Oh, I can just now hear the voices of people, whom I call the great defenders of God, rising up and saying, 'God can do whatever God wants. Job needed to be cut down to size. It is arrogant for the creature to argue with the creator. Blah, blah, blah.' I know people who would talk like that, Job. Got to be humble, right? Step out of line and the Man will come and slug you. Right? So, in my reading of 40 and 41, Job, I see God employing a different tactic. He not only wants to try to convince you of your smallness; he wants to rub your face in it, forcibly dipping you into the mire pit just as you had suspected (9:30-31).

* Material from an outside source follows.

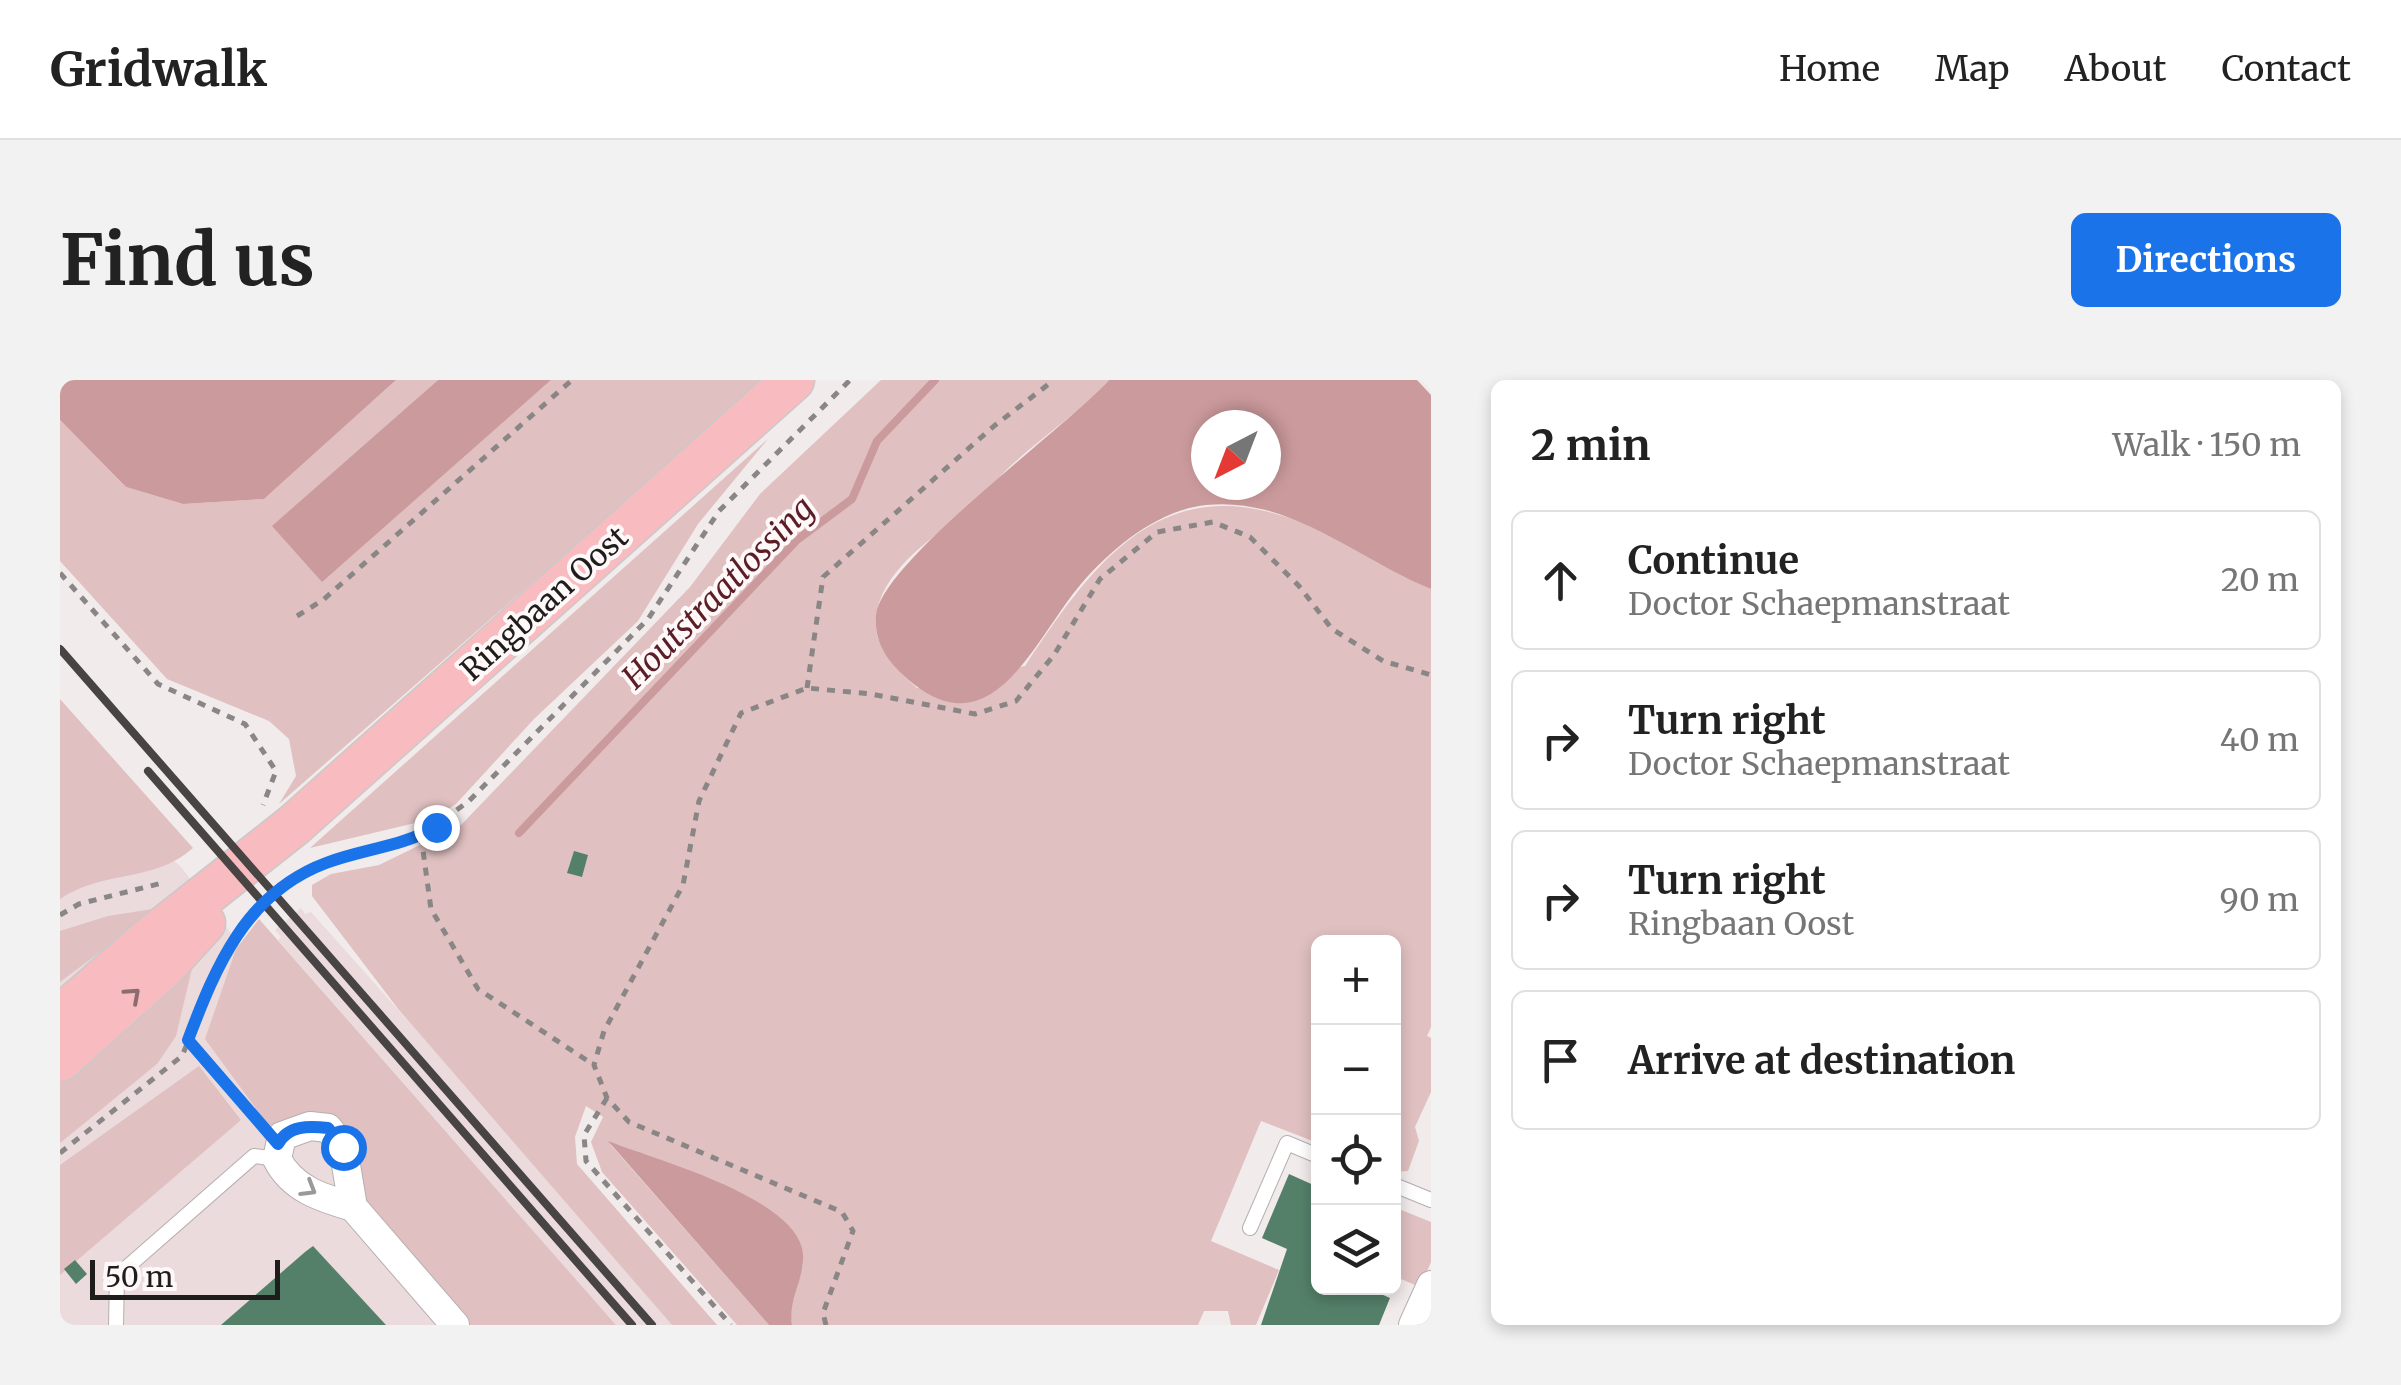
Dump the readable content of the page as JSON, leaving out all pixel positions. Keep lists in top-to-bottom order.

As I was considering this two-step divine discipline theory, Job, I couldn't get a movie out of my mind. You recall the mid-1970s classic "One Flew Over the Cuckoo's Nest," don't you Job? Kind of made Jack Nicholson's name a household word. He is the guy who keeps himself before the public by berating NBA officials from his front-row seat at the Staples Center. But what I really want to say about that movie, a movie I really liked, is that the way the hospital treated Jack is like the way God treated you, Job. The first time he acted out in a major way, they "disciplined" him gently. Jack gave the impression to the fellow patients upon his return that the hospital had lobotomized him. But it hadn't. Jack sprung up out of the chair and continued to devise mischief. He appeared to knuckle under the Rachet Regime at the hospital, but really did not. But then, after more mischief with the other residents, the hospital really did cut something vital out of his brain. He was rendered docile. But, of course, the cost of being rendered docile was the disappearance of his humanity.
That powerful picture is in my mind, Job, as I read God's second address to you in 40 and 41. I am wondering whether God acted like the state hospital in "One Flew Over." He tried to exert some gentle discipline on you in 38-39, but you wouldn't knuckle under. You tried to slither out of God's control. So, God decided he had to devastate you once and for all. He unleased his full fury on you, the effect of which not only was to render you submissive to him, but to make you a sort of babbling idiot that had lost most traces of his humanity.
Of course, this picture seems to go directly against the text of Job 42, which we will presently return to, but I don't know if it does. That is, I am willing to look at Job 42 again with the insight gained from this reading of God's two speeches in 38-41. All of this bears intimately on the question of whether your restoration was a psychological/spiritual one, Job, or merely a material one. It really is the question of life, I think, Job. Can a person be "restored" after great loss? As one person said to me, "you can get past it but not over it." Well, that is a kind of cute way of saying something, but I don't know what I believe now, Job.
In some ways, Job, you are such a sage and in other ways such a cipher. I just need to keep talking to you.